Activity: Here are some records; copy every line that holds the word "labels".

+++

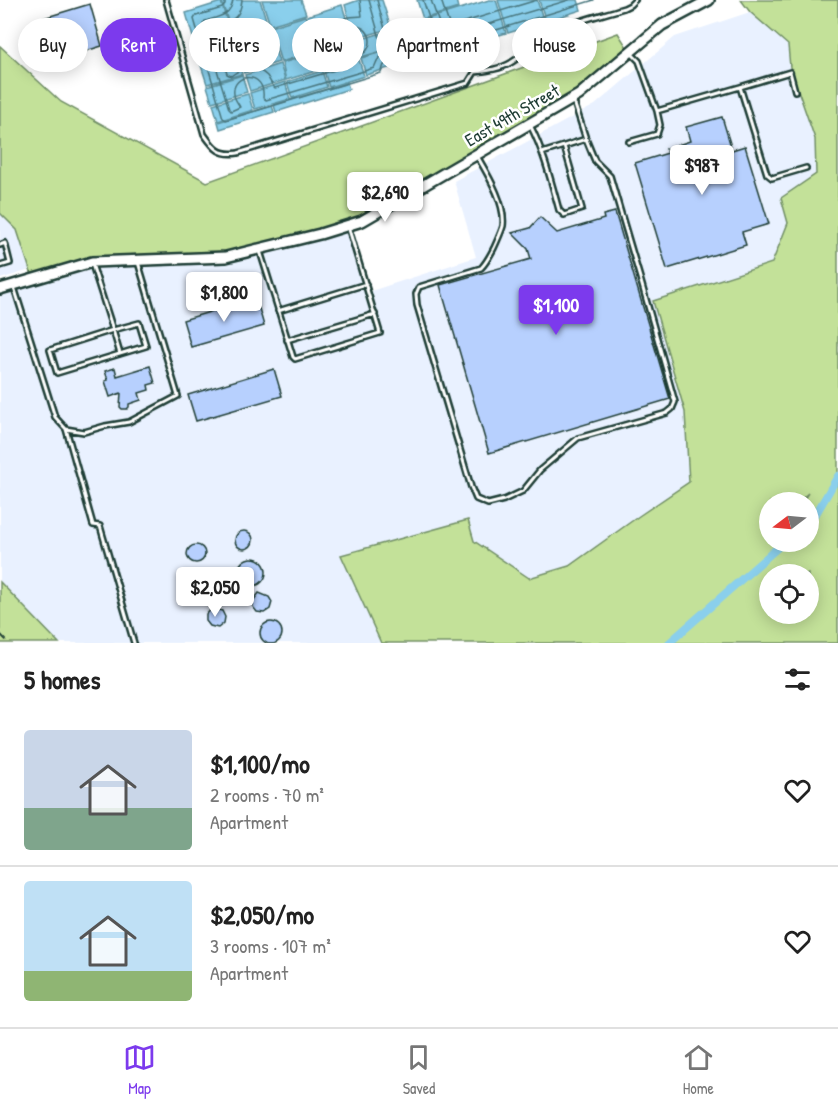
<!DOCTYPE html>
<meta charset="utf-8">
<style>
body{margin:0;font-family:"Patrick Hand",sans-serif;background:#f6f6f6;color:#222;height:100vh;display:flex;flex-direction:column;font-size:22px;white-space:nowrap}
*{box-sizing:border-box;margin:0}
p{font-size:20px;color:#767676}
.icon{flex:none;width:33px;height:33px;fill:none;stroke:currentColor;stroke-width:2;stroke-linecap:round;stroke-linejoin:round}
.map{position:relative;height:643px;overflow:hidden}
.panel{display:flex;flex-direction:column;background:#fff;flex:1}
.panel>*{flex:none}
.guide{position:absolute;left:18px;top:18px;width:802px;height:54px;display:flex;gap:12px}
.needle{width:39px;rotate:254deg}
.tools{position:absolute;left:759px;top:492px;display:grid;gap:12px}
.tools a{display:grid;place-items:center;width:60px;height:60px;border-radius:50%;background:#fff;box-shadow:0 3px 15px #0003;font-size:30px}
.price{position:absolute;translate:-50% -51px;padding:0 14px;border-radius:6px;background:#fff;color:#222;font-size:20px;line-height:39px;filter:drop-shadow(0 2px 3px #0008)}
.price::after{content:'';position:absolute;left:50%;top:36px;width:18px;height:14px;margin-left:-9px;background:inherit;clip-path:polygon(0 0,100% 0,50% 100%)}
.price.selected{background:#7c3aed;color:#fff}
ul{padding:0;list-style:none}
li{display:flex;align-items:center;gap:18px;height:150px;padding:0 24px}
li+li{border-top:2px solid #e0e0e0}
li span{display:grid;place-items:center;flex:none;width:168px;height:120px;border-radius:6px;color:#555}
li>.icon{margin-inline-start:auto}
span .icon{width:72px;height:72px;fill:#fffc;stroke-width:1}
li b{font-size:26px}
h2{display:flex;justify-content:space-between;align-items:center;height:72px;padding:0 24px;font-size:26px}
.tag{padding:0 21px;border-radius:27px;background:#fff;box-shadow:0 3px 15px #0003;font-size:21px;line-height:54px}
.tag.selected{background:#7c3aed;color:#fff}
.tab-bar{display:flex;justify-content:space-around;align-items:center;height:84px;border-top:2px solid #e0e0e0;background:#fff;font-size:16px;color:#767676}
.tab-bar a{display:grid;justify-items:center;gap:3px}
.tab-bar .selected{color:#7c3aed}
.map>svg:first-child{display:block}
.built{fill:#e9f1ff}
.green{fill:#c3e199;stroke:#718f66;stroke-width:1.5;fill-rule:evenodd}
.water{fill:#8acfec;stroke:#5f95a2;stroke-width:1.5}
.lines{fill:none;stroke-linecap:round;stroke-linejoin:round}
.shore{stroke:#4a777e;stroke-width:1.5}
.canal{stroke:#8acfec;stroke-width:8}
.building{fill:#b7d0fe;stroke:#1f3d34;stroke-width:1.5}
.lane-casing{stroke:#1f3d34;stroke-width:8}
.secondary-casing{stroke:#1f3d34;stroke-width:14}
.lane{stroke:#fff;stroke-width:3}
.secondary{stroke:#fff;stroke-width:9}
.rail{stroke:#1f3d34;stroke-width:2;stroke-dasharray:9 4.5;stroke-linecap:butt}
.labels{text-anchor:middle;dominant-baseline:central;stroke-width:5;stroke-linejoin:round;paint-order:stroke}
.street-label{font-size:18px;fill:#1f3d34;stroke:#fff}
</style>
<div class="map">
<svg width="838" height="643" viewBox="0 0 838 643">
<rect width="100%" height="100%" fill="#fff"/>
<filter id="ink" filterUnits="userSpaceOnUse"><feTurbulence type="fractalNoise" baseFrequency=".0167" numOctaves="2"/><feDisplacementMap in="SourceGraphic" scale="12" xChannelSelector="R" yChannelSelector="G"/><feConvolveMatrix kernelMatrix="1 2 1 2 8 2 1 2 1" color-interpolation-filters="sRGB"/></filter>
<g filter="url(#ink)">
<path class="built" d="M750,12L788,45L815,139L816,174L781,198L789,223L772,263L653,301L685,412L689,482L639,516L569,566L529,578L474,541L468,521L400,643H59L0,582V289L92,262L347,226L355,235L371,291L476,257L454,181L595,105L675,37Z
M0,213L17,230L30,270L0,279Z"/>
<path class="green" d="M741,0H838V643H381L341,555L468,520L474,541L529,578L569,566L639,516L689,482L685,412L653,301L772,263L788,223L781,198L816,174L815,139L790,67L788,45L750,12ZM808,493L802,502H808V542H770V502H798ZM770,574H808V614H770Z
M618,33L630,52L579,95L362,221L226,257L92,262L34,279L30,270L17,230L0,213V46L61,102L207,182Z
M0,582L59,643H0Z"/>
<path class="water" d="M229,0H260L268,26L233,37L222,2Z
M262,0H301L306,14L270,25Z
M359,0H382L391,28L355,39L345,5Z
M417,0H456L458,8L423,19Z
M489,0H496L506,33L435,55L424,20Z
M498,0H537L544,22L508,33Z
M539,0H578L581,10L546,21Z
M221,2L232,37L196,48L186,13Z
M342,5L353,40L318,50L307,16Z
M305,16L316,51L281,62L270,27Z
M268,28L279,62L244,73L233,39Z
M391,30L396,47L361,57L356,41Z
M231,39L242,74L207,84L196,50Z
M354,42L359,58L324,69L319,53Z
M396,48L401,64L366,75L361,58Z
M317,53L322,69L286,80L282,63Z
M359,60L364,76L329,87L324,71Z
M280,64L285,80L250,91L245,75Z
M322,71L327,87L292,98L287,82Z
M242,75L247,92L212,102L207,86Z
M285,82L290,99L255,109L250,93Z
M347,83L349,89L276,112L274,105Z
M248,94L253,110L218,121L213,104Z
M272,106L274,112L220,129L218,122Z"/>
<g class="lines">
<path class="shore" d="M225,0V5L222,8L196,16L194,19L223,118L226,120L381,73L384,65L392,61L393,58L377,0
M233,0C231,16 218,17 205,21L203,24L229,109L231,111L240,107C238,103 234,99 234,94C231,73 266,70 263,98L266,100L374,68L377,61L384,53L369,0
M242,0C240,22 228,20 214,29L227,74L231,76C242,67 256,65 267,76C270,80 271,85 275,88L345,67V63C329,52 323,30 343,19C349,16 356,17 362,16L360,0
M423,0L438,45L441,47L594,0
M431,0L443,35L445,37L569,0
M441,0L449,24L451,26L537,0
M340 41a15 15 0 1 1 30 0a15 15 0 1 1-30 0Z"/>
<path class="canal" d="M808,520L817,512L838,476
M669,643L784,542"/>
</g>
<path class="building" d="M90,4L102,46L50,62L37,20Z
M722,117L732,150L745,146L769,224L742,232L746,245L667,269L635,163L668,153L666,149L690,141L686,127Z
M615,212L670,399L489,453L440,285L531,259L528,249L512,233L530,228L540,217L557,233L604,219L603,215Z
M256,298L264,326L191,347L183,320Z
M150,366L155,383L148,385L149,390L139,393L141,400L129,404V407L127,409H122L120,407L121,393L110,397L105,381L108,380L105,371L115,368L117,376Z
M274,369L282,396L196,421L188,395Z
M235 540a9 9 0 1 1 18 0a9 9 0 1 1-18 0Z
M187 554a9 9 0 1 1 18 0a9 9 0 1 1-18 0Z
M238 572a14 14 0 1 1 28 0a14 14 0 1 1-28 0Z
M192 586a14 14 0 1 1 28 0a14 14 0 1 1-28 0Z
M259,593L269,597L272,602L270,609L264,613L257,612L253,607V601Z
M212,608L222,611L225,617L224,623L218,628L210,626L206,621V615Z
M260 633a11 11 0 1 1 22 0a11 11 0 1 1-22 0Z"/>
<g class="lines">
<g class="lane-casing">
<path id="lane" d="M166,0L204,134C214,148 219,156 238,153L468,83L475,72C487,71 505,68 515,60C527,52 534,40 548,33C572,22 599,16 624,8L630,5L635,0
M631,53L639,61L657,111L740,87L767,174L772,178L806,168
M740,87L790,72L795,91
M530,125C544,152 551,181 559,210L564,215L582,209L564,146L542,153
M629,142L657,134L660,125L657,111
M564,146L586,139L575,105L572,101
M477,156C488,175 506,204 503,226C501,233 497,241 494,248C490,255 487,262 481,268L419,287L416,294L417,305L471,487L476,499L488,504L504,500L523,491L540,470L578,438L667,413L672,409L675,402L640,278L610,176L595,161L586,139
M0,245L5,243L10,263L0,266
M260,251L293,357L295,359L380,333L348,226
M92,264L113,330L50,350L57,373L146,346L139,323L113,330L120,354
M14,287L55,417L66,429L84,432L105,426L129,422L178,396L138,262
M278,311L366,284
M287,340L375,314
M66,429L93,525L100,526L134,643"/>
</g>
<g class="secondary-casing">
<path id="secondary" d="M0,289L92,262L226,257L320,234L362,221L579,95L662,25L709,0"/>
</g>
<use href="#lane" class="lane"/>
<use href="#secondary" class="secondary"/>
<path class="rail" d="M0,634L9,643"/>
</g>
</g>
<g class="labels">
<g class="street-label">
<text transform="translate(512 115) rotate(-30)">East 49th Street</text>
</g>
</g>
</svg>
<div class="tools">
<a><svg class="needle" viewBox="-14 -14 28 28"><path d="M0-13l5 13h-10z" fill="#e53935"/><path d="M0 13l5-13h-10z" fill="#767676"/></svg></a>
<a><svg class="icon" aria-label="locate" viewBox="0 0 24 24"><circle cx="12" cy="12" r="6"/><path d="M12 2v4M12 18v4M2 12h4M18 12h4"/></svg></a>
</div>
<b class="price" style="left:702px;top:196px">$987</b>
<b class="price" style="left:385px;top:223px">$2,690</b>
<b class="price" style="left:224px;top:323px">$1,800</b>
<b class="price selected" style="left:556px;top:336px">$1,100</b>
<b class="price" style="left:215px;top:618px">$2,050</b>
<div class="guide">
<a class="tag">Buy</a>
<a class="tag selected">Rent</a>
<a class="tag">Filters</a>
<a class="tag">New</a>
<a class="tag">Apartment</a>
<a class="tag">House</a>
</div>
</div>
<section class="panel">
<h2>5 homes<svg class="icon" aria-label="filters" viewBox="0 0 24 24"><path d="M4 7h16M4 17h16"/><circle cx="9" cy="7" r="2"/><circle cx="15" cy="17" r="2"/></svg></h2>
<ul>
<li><span style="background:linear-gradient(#c9d6e8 65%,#7fa58c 0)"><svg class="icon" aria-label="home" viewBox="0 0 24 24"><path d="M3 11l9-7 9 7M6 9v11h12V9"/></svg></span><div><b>$1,100/mo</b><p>2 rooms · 70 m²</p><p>Apartment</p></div><svg class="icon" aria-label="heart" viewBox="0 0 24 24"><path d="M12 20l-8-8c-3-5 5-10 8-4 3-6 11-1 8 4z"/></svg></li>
<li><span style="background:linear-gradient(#bfe0f5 75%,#8fb573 0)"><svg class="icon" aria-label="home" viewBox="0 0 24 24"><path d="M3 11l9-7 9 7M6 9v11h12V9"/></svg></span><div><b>$2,050/mo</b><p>3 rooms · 107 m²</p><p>Apartment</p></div><svg class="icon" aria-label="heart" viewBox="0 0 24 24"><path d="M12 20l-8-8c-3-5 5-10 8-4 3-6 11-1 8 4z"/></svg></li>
</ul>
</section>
<nav class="tab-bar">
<a class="selected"><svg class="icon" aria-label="map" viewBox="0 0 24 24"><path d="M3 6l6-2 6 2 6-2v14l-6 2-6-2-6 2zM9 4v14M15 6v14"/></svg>Map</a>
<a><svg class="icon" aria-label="saved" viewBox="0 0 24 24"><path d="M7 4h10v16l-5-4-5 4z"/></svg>Saved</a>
<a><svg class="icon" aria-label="home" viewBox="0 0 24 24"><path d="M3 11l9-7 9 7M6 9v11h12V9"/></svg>Home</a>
</nav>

+++

Task answer:
.labels{text-anchor:middle;dominant-baseline:central;stroke-width:5;stroke-linejoin:round;paint-order:stroke}
<g class="labels">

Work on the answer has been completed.